Please set down each of the lines below once more, exactly, omitting all pictures.

Provided entries »
· · · · ·
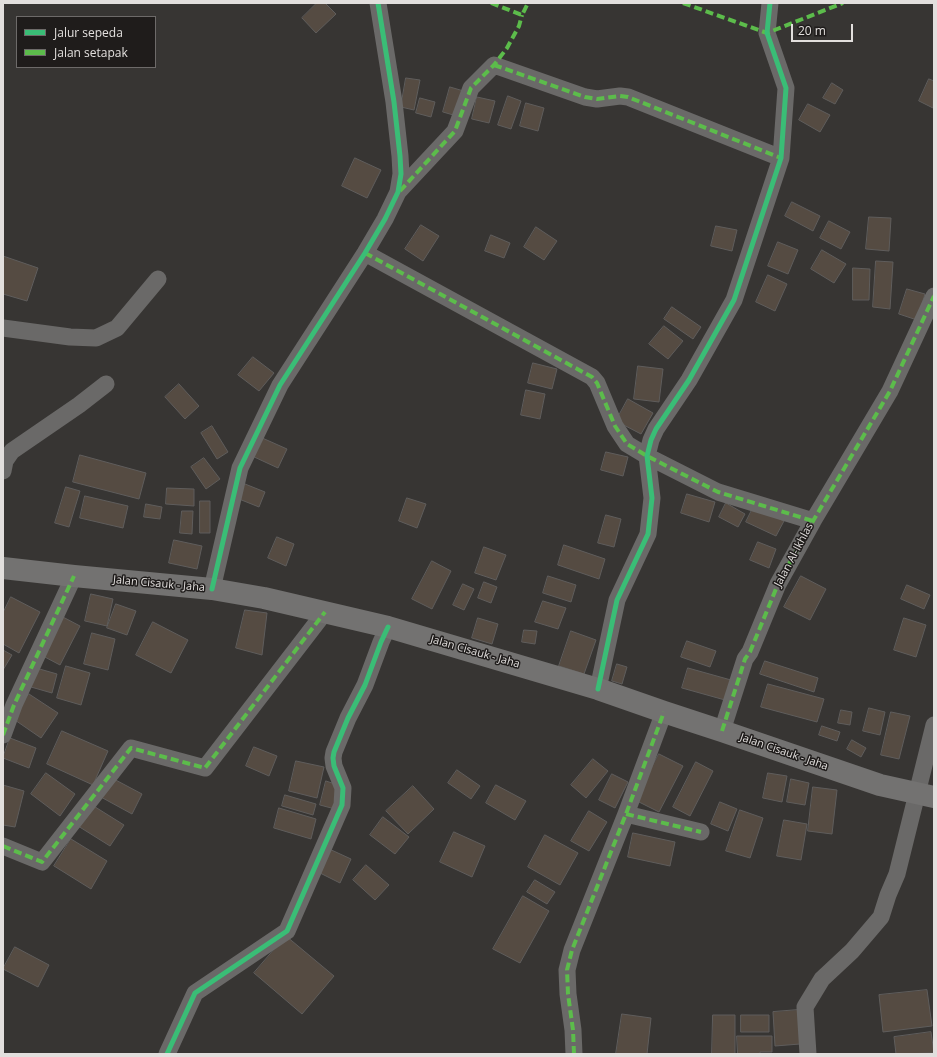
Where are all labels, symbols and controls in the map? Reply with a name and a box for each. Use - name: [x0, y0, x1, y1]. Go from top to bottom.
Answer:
- legend: [16, 16, 156, 68]
- scale bar: [793, 16, 855, 42]
- text: 20 m: [798, 22, 826, 39]
- text: Jalur sepeda: [54, 24, 123, 41]
- text: Jalan setapak: [54, 44, 128, 61]
- street label: Jalan Al-Ikhlas: [772, 521, 816, 589]
- street label: Jalan Cisauk - Jaha: [112, 573, 206, 595]
- street label: Jalan Cisauk - Jaha: [429, 633, 521, 671]
- street label: Jalan Cisauk - Jaha: [738, 731, 830, 773]

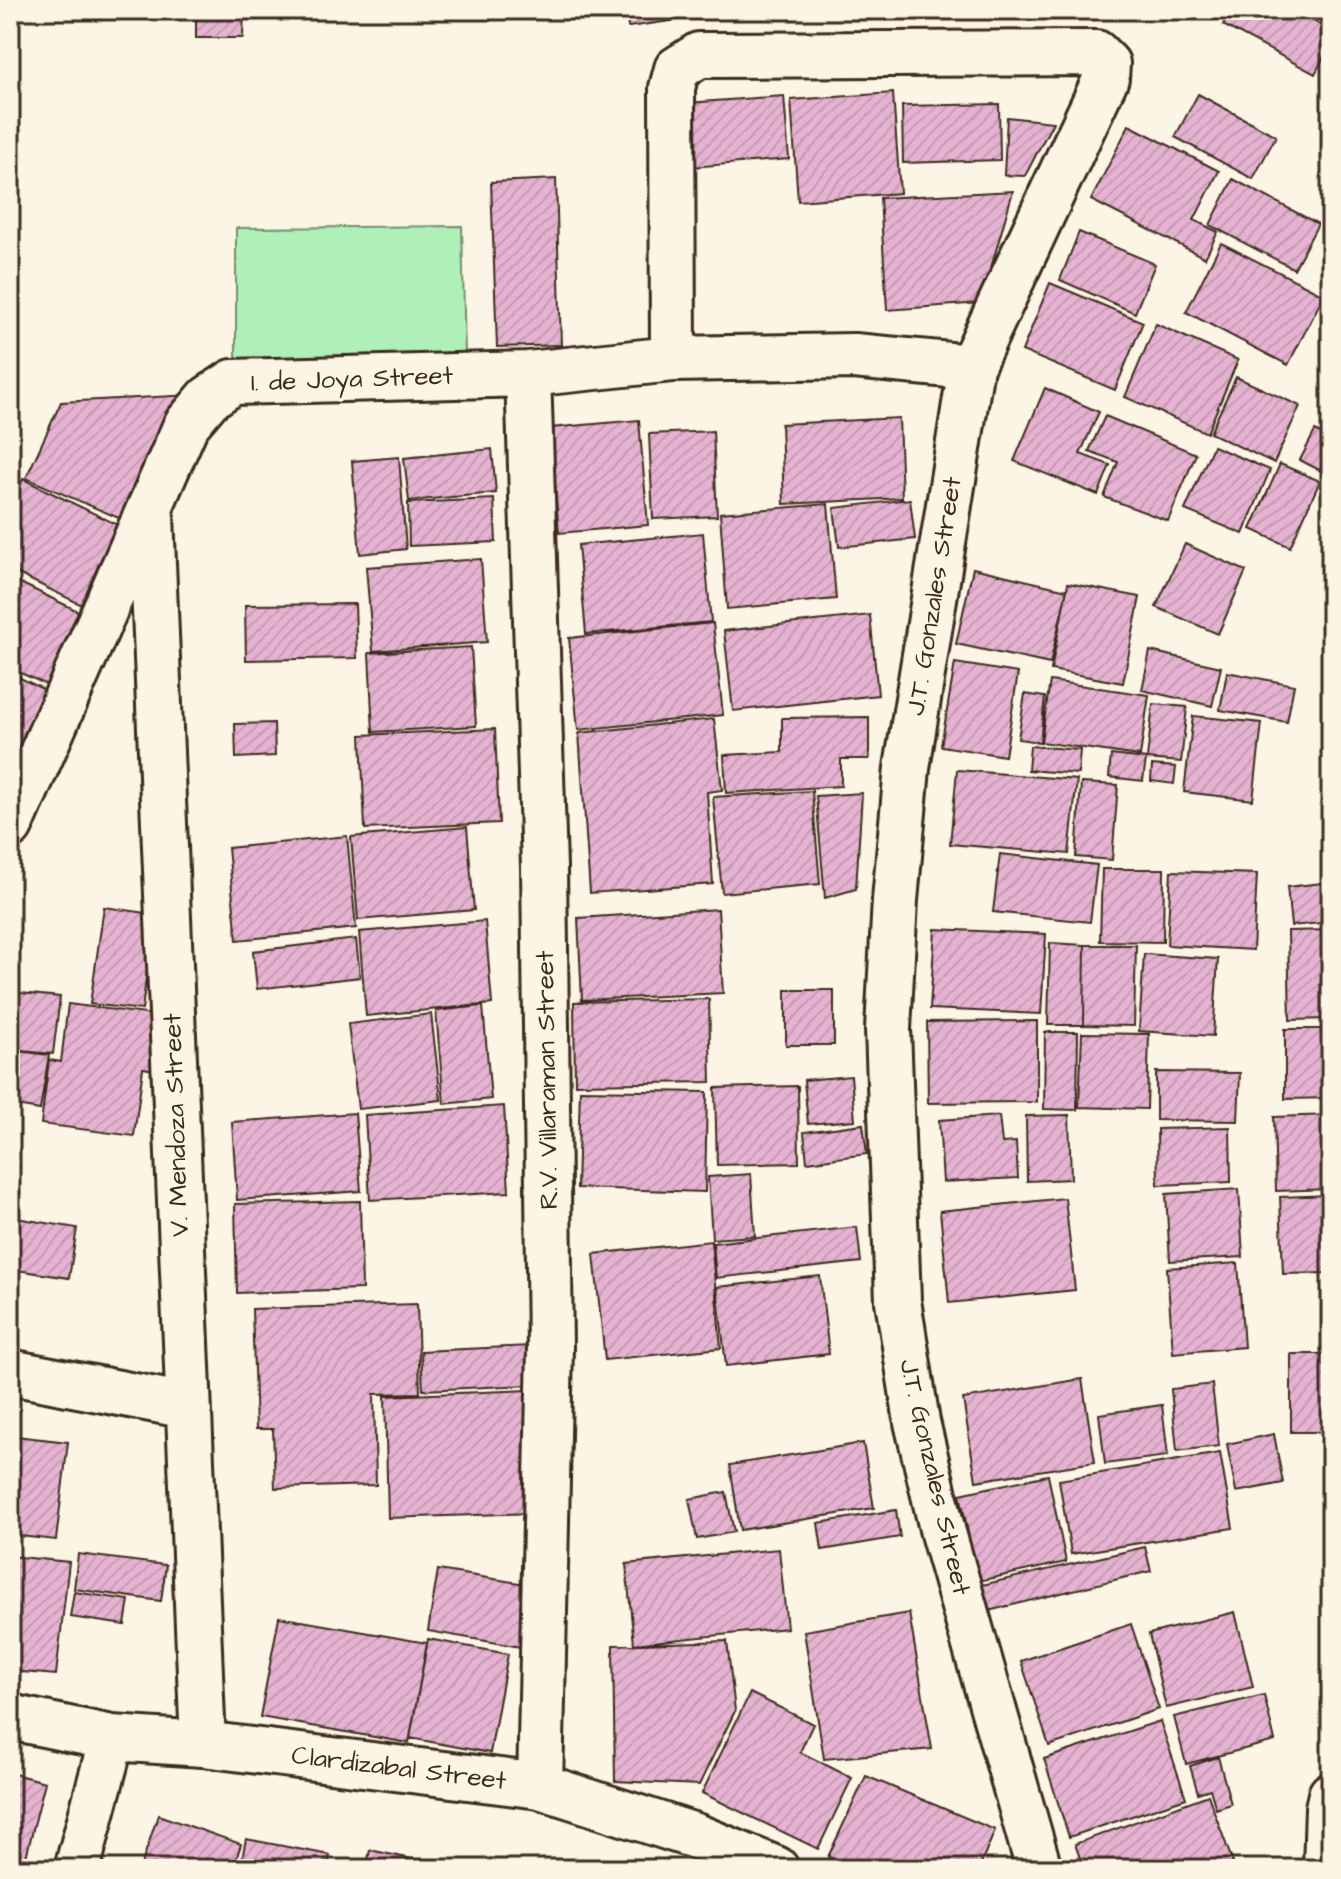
· · · · ·
Result below »
Where are all labels, symbols and controls in the map? Reply with a name and a box for each. Use - name: [x0, y0, x1, y1]. Go from top to bottom.
Answer:
- legend: [16, 16, 156, 68]
- scale bar: [793, 16, 855, 42]
- text: 20 m: [798, 22, 826, 39]
- text: Jalur sepeda: [54, 24, 123, 41]
- text: Jalan setapak: [54, 44, 128, 61]
- street label: Jalan Al-Ikhlas: [772, 521, 816, 589]
- street label: Jalan Cisauk - Jaha: [112, 573, 206, 595]
- street label: Jalan Cisauk - Jaha: [429, 633, 521, 671]
- street label: Jalan Cisauk - Jaha: [738, 731, 830, 773]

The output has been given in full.